(RECORDS SHOWN Opens)

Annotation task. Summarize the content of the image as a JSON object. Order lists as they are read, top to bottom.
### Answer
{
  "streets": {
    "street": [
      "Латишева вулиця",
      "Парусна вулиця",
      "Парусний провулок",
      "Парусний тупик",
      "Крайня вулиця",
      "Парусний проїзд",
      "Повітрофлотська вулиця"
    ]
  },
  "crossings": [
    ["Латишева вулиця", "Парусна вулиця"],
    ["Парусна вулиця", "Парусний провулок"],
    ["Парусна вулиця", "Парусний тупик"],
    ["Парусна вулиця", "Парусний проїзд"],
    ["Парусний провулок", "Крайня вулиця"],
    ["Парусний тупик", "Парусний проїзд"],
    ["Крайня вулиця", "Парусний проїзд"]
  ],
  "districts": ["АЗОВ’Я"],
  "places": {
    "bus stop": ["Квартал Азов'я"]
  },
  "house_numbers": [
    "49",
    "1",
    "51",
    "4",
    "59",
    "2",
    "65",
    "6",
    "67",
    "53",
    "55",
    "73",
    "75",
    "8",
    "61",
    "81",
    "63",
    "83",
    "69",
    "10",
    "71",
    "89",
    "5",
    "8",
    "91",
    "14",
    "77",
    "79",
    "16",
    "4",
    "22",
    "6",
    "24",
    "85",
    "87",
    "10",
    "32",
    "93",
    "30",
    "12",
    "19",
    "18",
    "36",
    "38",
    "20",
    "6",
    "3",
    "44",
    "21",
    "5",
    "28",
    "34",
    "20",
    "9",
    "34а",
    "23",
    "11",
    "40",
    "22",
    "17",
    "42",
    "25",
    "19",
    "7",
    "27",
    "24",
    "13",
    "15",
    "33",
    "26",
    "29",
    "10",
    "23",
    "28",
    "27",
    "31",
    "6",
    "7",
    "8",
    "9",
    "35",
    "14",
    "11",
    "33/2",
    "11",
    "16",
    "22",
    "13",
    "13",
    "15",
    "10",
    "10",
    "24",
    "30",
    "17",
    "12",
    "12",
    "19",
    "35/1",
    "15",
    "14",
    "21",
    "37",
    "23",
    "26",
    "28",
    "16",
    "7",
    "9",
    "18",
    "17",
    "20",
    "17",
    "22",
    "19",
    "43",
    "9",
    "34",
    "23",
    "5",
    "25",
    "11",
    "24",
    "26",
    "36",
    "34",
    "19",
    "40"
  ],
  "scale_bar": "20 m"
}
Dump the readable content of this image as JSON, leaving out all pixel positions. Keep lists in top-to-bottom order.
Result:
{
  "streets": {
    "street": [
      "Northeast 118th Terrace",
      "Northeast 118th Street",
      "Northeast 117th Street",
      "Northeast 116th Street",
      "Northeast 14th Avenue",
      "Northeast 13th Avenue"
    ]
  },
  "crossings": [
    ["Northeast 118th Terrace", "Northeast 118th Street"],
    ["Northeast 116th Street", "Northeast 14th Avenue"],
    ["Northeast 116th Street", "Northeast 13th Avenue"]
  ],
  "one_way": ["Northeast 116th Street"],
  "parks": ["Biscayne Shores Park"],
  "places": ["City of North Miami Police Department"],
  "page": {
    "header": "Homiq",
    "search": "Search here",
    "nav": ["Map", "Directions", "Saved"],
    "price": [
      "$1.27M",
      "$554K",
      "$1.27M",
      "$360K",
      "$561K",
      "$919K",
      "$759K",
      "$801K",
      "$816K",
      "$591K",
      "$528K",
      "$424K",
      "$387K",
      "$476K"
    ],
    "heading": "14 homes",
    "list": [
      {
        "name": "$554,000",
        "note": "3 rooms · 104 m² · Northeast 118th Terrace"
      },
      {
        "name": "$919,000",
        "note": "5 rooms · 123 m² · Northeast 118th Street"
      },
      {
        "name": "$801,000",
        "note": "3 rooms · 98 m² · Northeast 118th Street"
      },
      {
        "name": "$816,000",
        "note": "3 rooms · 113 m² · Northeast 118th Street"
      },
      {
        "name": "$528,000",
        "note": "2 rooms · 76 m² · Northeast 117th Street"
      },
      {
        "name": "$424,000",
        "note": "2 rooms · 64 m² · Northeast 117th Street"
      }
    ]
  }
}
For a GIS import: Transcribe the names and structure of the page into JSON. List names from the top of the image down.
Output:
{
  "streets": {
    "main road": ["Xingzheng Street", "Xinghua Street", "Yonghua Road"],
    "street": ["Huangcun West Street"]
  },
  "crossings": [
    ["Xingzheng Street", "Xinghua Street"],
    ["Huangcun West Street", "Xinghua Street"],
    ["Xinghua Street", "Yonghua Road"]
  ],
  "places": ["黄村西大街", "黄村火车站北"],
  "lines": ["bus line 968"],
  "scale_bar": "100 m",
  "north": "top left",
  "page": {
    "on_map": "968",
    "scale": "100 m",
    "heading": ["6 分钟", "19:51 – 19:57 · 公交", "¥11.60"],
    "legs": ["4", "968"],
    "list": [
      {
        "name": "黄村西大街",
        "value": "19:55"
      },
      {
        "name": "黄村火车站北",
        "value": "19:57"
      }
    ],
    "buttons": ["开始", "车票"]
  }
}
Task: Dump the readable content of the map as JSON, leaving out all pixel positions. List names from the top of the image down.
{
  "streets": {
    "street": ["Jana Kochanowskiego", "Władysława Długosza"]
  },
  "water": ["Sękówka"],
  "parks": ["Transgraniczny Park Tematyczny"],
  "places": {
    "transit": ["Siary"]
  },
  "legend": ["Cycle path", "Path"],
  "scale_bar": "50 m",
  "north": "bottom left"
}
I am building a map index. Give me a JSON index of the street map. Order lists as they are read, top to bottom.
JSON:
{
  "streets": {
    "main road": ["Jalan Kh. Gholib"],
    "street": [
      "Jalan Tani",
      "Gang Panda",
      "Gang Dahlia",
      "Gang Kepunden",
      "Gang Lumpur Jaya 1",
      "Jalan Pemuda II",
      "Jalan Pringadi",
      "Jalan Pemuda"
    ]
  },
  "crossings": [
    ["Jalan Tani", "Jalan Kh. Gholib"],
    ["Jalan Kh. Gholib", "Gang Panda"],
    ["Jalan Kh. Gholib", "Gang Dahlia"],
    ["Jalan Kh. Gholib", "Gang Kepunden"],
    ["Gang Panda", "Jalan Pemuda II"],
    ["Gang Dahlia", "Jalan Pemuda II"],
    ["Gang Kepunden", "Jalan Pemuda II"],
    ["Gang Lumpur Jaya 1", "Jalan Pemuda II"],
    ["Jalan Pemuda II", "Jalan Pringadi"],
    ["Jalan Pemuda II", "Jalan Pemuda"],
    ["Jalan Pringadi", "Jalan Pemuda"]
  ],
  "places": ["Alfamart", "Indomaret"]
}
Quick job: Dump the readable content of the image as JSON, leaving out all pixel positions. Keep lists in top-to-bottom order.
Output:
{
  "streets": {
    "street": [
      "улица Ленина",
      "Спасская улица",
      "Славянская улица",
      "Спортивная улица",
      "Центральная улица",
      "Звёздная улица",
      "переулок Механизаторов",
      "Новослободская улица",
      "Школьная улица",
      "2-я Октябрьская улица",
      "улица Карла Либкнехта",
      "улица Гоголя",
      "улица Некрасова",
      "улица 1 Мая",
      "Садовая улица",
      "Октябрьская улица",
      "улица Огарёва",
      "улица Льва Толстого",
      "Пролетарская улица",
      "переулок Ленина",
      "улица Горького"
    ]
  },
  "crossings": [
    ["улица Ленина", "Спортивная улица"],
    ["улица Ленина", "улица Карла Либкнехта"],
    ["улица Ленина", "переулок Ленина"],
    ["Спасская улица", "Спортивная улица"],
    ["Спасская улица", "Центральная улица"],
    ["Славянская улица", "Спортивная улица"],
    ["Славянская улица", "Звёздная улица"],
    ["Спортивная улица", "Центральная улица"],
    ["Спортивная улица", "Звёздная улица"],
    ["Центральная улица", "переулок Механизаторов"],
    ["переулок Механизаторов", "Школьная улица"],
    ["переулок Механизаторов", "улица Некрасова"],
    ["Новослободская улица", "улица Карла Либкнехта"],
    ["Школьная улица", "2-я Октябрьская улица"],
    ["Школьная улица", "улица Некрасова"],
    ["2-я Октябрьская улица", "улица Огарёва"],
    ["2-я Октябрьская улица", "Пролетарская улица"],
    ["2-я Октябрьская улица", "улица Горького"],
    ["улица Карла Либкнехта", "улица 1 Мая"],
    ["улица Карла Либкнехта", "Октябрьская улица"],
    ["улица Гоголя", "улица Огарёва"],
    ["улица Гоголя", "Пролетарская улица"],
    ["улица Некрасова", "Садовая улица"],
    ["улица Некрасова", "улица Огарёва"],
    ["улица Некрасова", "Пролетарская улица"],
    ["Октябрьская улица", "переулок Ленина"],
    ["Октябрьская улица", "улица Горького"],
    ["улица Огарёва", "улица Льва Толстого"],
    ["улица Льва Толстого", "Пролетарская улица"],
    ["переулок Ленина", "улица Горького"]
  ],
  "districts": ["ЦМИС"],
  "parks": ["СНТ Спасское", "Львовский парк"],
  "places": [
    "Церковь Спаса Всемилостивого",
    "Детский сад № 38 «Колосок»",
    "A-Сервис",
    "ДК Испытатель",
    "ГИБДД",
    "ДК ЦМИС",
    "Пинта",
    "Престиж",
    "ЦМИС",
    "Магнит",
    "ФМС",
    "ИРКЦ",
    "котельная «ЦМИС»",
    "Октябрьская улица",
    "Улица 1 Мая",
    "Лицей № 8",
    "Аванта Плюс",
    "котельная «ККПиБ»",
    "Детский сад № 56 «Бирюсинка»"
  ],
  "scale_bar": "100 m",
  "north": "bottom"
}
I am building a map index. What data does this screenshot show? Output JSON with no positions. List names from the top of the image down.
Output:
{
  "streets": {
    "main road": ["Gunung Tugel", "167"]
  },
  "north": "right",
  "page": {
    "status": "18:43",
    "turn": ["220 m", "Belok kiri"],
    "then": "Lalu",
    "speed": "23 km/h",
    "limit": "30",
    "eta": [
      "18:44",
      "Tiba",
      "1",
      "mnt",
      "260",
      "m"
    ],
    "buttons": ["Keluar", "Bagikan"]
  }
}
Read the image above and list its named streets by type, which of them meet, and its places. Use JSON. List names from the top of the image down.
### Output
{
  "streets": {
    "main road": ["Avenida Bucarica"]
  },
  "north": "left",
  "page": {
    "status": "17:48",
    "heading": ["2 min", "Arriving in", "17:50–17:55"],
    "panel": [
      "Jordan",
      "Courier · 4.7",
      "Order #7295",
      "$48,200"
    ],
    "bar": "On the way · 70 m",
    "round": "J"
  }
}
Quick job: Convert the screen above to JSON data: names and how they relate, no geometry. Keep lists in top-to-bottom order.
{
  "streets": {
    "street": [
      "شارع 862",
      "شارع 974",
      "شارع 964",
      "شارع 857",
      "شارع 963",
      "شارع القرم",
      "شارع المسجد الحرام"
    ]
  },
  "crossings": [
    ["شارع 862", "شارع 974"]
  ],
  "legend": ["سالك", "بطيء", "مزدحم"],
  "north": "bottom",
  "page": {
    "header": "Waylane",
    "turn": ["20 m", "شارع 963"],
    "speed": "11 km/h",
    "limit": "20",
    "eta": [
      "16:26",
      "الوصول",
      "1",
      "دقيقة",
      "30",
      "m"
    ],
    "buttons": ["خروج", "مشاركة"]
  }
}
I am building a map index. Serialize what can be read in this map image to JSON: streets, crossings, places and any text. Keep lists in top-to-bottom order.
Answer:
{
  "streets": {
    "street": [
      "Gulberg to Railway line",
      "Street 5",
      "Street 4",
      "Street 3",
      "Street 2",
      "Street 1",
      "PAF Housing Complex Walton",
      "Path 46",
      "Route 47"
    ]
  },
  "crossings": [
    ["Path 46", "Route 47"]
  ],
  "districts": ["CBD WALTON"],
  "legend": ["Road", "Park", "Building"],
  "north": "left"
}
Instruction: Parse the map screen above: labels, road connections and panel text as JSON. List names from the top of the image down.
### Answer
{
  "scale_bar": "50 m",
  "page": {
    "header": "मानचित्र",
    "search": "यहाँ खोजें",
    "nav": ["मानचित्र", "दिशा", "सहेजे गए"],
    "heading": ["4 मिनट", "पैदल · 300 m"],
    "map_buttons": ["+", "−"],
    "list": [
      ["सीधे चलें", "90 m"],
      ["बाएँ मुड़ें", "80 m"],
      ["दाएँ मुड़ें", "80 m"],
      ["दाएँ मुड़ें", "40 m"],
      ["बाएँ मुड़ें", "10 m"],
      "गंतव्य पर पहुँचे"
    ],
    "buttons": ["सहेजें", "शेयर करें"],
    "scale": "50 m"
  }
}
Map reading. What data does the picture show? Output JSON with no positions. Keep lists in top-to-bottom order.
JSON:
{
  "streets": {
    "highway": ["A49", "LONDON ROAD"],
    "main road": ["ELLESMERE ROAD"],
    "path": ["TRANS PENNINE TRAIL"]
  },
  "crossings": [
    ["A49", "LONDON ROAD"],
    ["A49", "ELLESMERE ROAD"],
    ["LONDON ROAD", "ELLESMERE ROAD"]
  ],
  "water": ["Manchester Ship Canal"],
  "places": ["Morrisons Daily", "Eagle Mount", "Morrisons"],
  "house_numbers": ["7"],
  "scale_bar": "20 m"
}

(RECORDS SHOWN Closes)

### WORK TASK
Copy all lines from the entries that contain the word "Латишева".

### TASK RESPONSE
      "Латишева вулиця",
    ["Латишева вулиця", "Парусна вулиця"],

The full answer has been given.